2.4.3 Program TC di Indonesia
Sebagaimana yang terjadi di Amerika Serikat, pertumbuhan rehabilitasi
heroin yang tidak memperoleh layanan terapi ketergantungan heroin bagi anak/
keluarganya di Indonesia. Beberapa keluarga membawa anggota keluarganya
yang mengalami kecanduan heroin pada berbagai tempat rehabilitasi dengan
pendekatan TC atau 12 langkah yang terdapat di luar negeri, khususnya Malaysia
dan Singapura.

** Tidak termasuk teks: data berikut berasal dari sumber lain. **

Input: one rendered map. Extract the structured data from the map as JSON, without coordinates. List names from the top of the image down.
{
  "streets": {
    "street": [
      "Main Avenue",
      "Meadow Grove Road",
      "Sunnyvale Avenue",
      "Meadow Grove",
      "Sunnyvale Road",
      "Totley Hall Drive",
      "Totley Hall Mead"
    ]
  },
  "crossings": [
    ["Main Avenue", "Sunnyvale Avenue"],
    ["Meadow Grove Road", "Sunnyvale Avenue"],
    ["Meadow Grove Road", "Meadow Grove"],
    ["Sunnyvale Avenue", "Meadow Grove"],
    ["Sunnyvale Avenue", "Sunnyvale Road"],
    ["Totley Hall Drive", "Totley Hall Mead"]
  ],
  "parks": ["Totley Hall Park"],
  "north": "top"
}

Para alumni rehabilitasi TC ini dengan dukungan penuh
keluarganya kemudian mendirikan program TC di Indonesia. Sekalipun pada
pertengahan tahun 90 telah dirintis program rehabilitasi TC oleh beberapa
professional medis, namun pionir program ini yang dikenal oleh masyarakat
secara luas adalah Yayasan Titihan Respati yang didirikan pada tahun 1997,
kemudian diikuti dengan berbagai yayasan lainnya seperti Yayasan Terakota ,
Yayasan Insan Pengasuh Indonesia, Yayasan Bandulu, dan lainnya. Beberapa
program TC yang juga dimotori oleh kalangan professional medis bekerja sama
dengan konselor adiksi diantaranya adalah Wisma Adiksi, Sport Campus Wijaya
Kusuma, Wisma Srikandi dan Arjuna RS Marzoeki Mahdi (kemudian
memisahkan diri dari RS dan berdiri sendiri menjadi Yayasan Permata Hati Kita)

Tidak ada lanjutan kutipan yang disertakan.